Collected data entries:
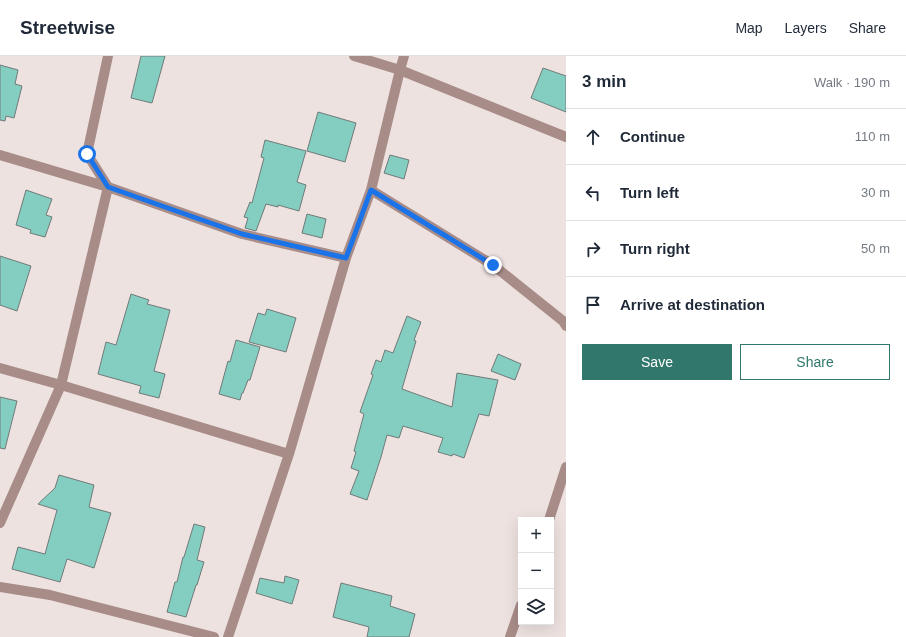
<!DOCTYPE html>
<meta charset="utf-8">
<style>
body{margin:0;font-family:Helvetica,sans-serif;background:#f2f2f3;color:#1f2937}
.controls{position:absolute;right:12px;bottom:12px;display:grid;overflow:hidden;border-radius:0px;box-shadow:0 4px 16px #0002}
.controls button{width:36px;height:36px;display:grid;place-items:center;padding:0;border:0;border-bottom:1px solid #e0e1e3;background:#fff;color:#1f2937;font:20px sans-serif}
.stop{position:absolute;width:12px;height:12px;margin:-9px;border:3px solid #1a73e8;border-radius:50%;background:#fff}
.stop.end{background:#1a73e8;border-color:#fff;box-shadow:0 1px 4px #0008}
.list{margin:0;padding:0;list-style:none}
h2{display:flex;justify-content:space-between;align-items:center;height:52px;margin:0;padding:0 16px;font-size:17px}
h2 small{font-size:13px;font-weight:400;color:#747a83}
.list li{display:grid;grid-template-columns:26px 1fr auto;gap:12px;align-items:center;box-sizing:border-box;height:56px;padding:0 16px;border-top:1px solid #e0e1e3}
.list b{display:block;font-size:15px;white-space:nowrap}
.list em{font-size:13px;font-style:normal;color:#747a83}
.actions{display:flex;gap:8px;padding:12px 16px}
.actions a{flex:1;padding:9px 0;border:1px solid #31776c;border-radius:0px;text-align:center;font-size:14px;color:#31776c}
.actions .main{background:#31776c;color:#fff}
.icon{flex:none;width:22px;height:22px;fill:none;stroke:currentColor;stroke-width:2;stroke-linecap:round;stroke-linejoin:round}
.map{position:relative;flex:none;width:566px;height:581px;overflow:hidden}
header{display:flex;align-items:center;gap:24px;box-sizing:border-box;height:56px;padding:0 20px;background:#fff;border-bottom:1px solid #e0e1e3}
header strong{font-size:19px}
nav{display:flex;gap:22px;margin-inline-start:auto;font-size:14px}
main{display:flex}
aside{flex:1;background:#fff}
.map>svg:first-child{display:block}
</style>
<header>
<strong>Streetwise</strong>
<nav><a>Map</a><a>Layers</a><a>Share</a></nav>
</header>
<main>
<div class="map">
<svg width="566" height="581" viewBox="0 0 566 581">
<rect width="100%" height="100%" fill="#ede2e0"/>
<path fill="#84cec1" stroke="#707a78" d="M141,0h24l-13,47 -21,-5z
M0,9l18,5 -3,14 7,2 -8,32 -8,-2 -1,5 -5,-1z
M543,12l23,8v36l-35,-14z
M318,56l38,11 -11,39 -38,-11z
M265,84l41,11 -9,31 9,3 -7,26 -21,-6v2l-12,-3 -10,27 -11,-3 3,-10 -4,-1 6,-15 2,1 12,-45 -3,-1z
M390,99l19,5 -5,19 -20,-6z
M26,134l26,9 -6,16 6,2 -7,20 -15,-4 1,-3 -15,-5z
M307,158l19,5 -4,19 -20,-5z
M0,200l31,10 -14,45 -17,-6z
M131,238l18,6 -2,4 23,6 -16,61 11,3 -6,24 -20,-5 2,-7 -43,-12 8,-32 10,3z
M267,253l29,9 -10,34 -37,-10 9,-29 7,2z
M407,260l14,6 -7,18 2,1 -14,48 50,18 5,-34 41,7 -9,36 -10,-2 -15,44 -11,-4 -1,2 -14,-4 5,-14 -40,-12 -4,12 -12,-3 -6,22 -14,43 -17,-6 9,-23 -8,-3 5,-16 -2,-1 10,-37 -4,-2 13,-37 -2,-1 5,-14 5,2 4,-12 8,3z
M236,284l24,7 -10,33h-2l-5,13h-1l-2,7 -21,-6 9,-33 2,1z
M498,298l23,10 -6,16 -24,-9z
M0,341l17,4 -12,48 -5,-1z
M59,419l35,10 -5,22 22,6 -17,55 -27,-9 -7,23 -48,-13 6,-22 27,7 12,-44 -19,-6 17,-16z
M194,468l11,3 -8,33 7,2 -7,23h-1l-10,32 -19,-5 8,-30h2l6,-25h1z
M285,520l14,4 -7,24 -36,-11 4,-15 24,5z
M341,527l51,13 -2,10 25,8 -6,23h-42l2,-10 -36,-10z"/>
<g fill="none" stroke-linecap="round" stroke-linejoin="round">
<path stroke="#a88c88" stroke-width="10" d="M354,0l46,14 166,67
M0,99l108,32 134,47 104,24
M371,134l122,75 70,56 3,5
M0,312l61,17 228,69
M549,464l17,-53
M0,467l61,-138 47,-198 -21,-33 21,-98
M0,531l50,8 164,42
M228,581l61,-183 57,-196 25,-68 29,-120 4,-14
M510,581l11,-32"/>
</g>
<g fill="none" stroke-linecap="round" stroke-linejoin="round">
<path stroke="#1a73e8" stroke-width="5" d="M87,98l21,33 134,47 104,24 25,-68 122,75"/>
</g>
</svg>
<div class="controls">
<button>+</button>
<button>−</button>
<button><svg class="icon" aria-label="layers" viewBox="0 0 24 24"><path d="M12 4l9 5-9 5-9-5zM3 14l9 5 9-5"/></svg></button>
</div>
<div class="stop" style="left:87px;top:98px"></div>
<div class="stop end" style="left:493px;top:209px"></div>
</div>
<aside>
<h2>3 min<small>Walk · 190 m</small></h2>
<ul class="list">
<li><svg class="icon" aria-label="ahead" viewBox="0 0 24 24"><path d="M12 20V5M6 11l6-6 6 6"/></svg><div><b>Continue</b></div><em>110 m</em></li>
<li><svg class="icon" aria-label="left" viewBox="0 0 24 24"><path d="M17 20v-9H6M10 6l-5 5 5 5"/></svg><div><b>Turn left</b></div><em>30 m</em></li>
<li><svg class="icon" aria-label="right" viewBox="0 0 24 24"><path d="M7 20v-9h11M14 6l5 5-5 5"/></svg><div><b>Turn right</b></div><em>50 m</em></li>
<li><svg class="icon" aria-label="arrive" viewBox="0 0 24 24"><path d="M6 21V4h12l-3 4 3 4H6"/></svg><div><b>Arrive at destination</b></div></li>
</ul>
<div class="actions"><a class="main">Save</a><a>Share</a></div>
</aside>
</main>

==

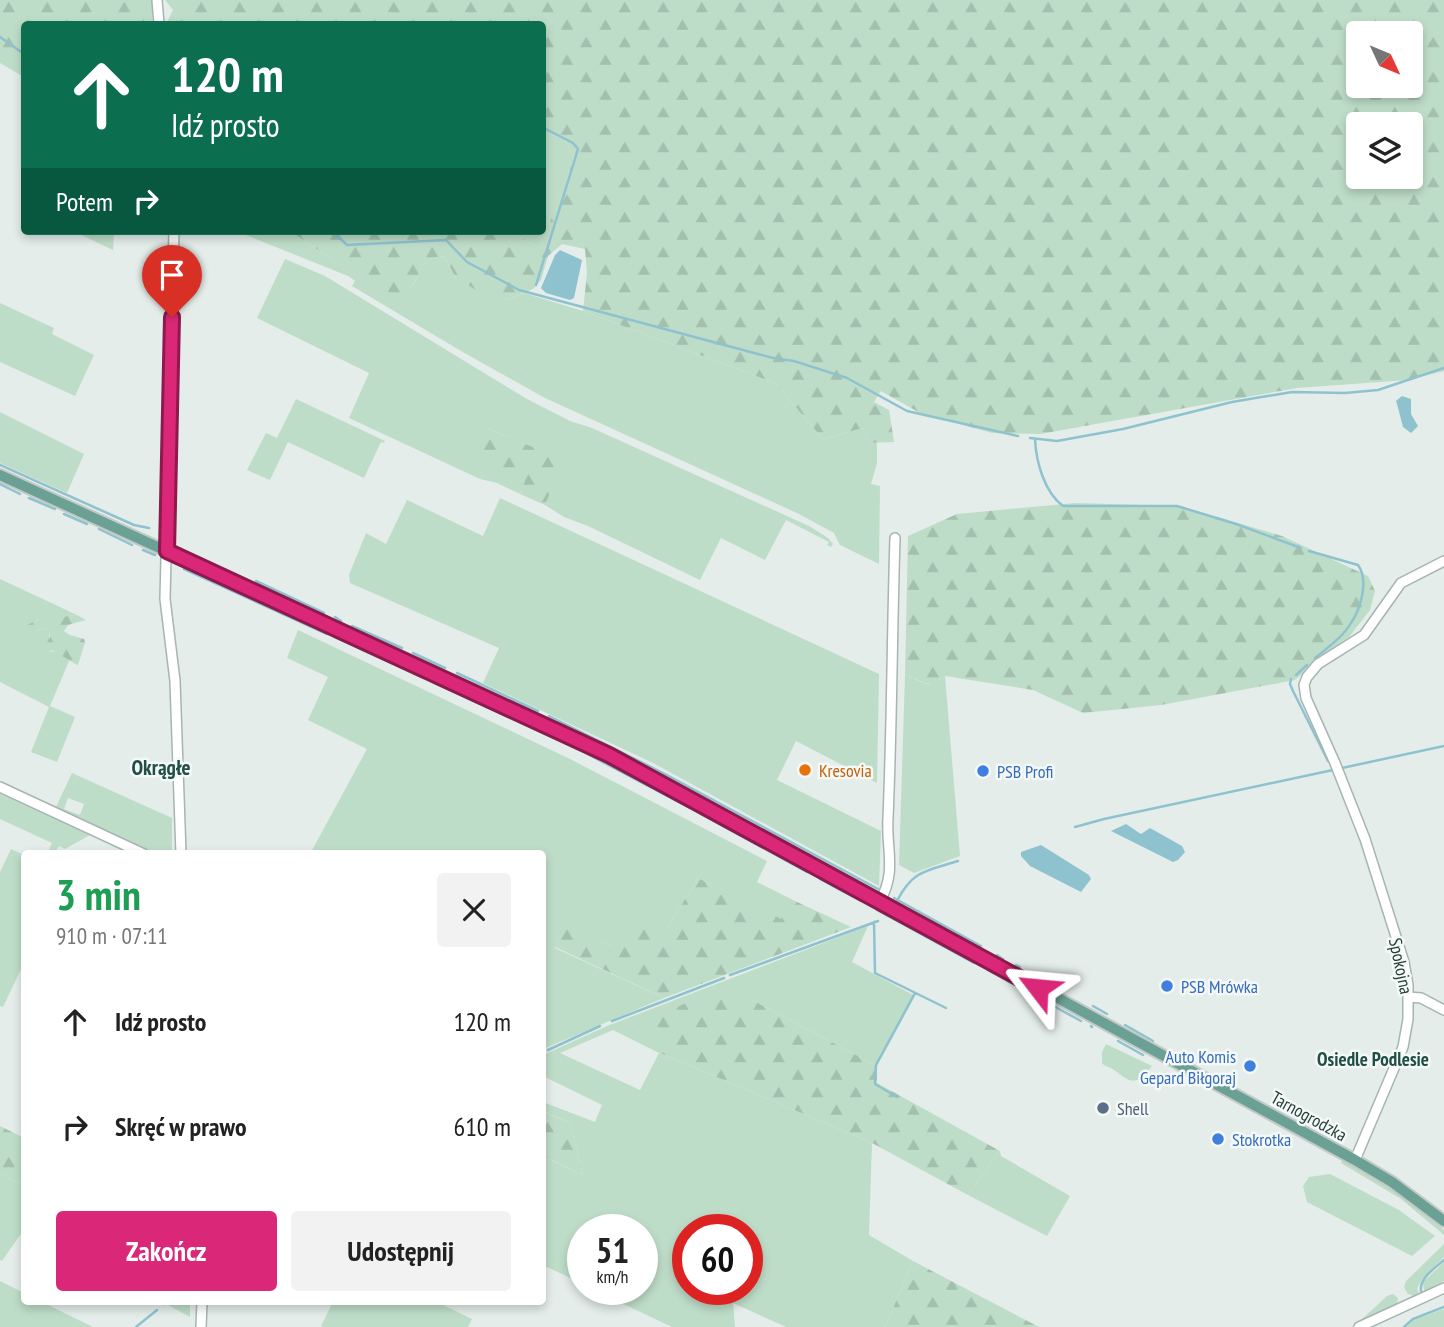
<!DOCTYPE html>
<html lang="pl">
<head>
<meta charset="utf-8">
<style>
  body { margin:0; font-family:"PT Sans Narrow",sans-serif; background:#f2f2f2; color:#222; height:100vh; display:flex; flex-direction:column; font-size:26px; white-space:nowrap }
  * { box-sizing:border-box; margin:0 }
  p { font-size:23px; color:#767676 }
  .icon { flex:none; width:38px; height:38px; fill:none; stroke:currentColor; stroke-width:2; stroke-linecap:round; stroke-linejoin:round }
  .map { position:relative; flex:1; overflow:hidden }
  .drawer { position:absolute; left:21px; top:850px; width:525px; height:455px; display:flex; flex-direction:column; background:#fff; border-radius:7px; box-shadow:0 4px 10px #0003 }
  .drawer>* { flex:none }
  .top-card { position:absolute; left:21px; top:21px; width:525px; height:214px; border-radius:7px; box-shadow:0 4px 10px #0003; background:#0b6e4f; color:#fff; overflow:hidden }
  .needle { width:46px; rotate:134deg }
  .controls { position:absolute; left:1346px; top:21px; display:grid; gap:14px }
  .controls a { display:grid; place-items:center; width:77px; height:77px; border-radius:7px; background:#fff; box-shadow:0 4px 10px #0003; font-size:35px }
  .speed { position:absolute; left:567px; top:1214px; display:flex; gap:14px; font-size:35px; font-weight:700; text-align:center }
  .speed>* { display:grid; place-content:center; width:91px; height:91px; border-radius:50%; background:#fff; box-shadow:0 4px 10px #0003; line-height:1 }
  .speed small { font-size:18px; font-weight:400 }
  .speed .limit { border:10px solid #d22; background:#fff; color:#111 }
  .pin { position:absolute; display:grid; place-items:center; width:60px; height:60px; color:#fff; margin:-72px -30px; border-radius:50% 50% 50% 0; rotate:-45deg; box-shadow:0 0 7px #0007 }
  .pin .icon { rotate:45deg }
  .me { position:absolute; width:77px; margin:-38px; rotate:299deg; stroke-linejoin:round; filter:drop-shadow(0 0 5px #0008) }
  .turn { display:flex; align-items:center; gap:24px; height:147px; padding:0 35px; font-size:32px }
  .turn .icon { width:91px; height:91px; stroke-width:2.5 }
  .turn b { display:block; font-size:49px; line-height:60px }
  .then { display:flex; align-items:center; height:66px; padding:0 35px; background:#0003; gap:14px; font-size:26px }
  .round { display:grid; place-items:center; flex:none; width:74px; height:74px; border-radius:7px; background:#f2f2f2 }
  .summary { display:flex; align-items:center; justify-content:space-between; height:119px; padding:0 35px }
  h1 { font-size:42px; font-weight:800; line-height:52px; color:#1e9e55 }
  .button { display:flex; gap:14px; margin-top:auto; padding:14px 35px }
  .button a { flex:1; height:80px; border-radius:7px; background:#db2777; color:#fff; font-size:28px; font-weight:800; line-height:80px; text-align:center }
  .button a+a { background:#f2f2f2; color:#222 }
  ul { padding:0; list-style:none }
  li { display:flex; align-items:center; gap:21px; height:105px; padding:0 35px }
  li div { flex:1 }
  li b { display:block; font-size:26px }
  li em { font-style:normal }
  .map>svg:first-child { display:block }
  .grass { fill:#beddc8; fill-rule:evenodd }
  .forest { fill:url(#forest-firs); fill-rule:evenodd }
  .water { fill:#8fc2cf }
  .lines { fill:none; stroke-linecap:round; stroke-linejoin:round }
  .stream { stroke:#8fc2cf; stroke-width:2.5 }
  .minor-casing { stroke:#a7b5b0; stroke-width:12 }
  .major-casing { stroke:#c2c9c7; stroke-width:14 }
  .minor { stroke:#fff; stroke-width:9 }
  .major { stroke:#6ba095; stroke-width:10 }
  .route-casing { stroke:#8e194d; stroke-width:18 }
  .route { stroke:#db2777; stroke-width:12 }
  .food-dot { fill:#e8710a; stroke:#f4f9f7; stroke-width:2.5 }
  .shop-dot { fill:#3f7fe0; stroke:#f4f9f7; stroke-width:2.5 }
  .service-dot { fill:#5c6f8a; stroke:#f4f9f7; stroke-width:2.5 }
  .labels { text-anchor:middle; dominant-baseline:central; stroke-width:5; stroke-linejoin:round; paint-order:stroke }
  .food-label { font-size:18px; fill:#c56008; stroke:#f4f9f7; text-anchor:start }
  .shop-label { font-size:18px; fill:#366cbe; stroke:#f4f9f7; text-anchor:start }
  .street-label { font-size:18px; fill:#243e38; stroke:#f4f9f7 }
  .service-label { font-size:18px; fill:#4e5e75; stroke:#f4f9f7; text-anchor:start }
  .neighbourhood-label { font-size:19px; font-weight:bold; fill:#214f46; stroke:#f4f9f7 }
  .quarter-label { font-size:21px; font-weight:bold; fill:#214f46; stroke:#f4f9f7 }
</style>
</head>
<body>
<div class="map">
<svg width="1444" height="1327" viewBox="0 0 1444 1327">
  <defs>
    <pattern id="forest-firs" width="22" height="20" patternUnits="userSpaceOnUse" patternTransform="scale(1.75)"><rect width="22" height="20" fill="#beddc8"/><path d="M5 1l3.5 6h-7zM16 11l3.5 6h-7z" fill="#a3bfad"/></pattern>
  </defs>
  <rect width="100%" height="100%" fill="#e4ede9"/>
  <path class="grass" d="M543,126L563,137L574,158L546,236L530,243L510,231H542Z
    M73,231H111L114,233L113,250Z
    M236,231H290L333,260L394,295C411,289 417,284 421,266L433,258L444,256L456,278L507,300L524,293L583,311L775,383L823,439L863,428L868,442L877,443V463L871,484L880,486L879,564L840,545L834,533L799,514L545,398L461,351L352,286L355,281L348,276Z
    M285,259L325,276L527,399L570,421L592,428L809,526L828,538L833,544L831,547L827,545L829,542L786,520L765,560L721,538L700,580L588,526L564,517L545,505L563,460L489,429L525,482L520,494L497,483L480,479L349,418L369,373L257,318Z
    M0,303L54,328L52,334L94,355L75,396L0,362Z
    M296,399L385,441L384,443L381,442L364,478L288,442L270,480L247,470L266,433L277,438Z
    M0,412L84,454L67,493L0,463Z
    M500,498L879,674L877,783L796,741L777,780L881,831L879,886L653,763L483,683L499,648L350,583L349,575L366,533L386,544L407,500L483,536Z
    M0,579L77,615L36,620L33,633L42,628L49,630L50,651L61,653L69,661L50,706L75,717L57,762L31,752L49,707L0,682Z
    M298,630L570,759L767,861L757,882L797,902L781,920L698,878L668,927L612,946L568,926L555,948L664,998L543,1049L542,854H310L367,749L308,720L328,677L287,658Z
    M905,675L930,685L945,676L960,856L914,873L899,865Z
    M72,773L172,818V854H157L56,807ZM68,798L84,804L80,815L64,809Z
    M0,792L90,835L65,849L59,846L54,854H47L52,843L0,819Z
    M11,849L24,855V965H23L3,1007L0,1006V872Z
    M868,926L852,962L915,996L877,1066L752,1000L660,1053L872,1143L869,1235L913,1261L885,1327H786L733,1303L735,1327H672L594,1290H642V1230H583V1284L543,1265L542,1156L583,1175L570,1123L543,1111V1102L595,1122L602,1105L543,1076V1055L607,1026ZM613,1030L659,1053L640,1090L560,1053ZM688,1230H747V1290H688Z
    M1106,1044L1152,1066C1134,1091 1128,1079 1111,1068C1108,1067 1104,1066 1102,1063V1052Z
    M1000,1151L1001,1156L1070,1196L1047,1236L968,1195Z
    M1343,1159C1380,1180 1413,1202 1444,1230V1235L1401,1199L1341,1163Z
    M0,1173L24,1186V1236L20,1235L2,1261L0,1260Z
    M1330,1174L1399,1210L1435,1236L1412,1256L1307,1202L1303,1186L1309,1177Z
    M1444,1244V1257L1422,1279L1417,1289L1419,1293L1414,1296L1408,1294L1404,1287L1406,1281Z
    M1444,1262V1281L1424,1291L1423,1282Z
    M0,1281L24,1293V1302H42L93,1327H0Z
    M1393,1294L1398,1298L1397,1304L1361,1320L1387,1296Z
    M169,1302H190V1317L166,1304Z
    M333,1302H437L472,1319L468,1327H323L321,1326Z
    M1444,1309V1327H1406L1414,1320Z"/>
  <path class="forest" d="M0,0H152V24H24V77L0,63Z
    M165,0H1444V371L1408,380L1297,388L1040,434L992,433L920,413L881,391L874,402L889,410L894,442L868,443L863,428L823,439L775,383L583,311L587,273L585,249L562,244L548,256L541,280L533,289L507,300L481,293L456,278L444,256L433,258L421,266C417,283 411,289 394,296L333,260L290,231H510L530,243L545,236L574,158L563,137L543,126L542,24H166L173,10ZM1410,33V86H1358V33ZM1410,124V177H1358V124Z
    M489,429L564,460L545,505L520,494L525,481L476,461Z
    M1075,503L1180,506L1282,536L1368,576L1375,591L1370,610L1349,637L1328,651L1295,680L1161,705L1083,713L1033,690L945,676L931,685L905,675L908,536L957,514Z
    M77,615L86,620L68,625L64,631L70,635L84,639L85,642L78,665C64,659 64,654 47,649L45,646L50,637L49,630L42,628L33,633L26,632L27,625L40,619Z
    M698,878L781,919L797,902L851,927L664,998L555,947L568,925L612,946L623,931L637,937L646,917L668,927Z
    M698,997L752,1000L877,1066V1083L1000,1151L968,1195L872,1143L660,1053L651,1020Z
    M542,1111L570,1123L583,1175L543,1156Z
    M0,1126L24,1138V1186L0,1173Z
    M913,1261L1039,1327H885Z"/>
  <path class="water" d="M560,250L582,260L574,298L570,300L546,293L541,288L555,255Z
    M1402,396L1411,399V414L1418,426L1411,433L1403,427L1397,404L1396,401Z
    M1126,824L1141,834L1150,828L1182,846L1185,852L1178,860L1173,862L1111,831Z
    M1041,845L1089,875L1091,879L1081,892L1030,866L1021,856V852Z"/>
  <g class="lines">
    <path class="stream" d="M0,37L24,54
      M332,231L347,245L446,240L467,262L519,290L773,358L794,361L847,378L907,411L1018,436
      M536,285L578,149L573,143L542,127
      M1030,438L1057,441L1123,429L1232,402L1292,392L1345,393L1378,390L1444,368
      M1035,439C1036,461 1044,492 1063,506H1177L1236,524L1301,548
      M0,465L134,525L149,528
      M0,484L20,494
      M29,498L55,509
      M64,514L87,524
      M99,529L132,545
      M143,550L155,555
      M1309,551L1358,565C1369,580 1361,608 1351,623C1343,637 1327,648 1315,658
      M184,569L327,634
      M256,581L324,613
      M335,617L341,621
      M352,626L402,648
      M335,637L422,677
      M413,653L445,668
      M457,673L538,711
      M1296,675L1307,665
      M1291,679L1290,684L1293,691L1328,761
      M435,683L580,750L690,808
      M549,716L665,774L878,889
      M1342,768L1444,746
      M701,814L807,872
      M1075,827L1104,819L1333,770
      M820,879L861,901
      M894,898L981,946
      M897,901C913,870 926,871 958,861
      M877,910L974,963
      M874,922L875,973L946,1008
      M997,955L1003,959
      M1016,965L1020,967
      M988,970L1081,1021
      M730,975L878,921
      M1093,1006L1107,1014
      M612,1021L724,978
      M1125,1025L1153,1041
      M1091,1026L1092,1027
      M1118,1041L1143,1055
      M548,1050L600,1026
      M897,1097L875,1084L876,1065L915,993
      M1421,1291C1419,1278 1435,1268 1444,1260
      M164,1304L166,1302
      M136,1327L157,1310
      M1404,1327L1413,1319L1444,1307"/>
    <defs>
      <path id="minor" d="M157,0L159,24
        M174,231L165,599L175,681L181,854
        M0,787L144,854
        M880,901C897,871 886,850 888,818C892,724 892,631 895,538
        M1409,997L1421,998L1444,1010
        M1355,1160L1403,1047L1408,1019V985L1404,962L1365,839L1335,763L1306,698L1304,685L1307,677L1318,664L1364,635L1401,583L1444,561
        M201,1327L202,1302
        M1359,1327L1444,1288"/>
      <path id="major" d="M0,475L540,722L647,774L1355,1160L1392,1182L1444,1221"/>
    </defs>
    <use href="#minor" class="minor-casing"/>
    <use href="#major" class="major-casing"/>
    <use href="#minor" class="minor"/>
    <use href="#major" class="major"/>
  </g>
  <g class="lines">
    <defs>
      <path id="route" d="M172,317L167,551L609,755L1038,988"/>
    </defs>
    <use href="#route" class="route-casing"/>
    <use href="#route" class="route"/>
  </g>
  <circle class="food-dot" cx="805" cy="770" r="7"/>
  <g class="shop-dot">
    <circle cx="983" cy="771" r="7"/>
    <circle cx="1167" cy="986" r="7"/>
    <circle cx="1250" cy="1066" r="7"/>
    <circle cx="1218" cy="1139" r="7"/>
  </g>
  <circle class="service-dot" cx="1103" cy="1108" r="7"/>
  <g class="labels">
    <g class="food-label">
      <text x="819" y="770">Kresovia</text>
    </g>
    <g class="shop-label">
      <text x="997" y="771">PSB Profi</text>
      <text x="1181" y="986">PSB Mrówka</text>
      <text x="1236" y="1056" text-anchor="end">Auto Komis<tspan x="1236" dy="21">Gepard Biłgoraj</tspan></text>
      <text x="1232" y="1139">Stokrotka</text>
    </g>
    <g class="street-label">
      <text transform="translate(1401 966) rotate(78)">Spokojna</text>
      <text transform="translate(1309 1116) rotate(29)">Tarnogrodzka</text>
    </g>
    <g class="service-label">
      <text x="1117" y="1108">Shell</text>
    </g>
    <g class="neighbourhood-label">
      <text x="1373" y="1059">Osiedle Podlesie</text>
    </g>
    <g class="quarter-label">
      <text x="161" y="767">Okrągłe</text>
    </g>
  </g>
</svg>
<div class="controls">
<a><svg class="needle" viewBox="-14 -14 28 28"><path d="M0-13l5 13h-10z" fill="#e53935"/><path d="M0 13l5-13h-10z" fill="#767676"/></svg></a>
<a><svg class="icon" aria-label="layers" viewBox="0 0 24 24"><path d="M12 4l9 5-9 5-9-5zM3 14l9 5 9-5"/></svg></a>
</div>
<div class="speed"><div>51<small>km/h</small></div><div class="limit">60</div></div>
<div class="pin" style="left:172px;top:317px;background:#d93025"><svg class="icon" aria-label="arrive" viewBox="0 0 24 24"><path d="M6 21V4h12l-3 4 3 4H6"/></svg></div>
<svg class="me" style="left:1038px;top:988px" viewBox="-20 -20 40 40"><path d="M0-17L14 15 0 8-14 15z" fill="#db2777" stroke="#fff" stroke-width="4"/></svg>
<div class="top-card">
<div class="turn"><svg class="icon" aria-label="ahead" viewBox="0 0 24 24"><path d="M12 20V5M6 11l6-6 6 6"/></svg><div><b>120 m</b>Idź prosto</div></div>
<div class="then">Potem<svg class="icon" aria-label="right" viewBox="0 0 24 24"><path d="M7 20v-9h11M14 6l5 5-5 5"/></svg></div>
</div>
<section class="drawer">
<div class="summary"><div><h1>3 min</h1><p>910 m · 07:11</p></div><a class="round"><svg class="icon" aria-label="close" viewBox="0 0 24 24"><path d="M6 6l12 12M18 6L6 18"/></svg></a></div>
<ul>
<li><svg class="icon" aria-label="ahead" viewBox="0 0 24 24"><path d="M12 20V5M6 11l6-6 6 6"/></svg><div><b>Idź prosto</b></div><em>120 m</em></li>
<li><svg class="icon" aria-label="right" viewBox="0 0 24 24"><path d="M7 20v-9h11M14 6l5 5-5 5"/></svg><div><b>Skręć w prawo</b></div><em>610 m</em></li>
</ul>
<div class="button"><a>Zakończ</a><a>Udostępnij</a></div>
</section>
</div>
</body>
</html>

*What is required:* Go through the entries above and copy out every line that includes the word "html".

*Result of the exercise:*
<!DOCTYPE html>
<!DOCTYPE html>
<html lang="pl">
</html>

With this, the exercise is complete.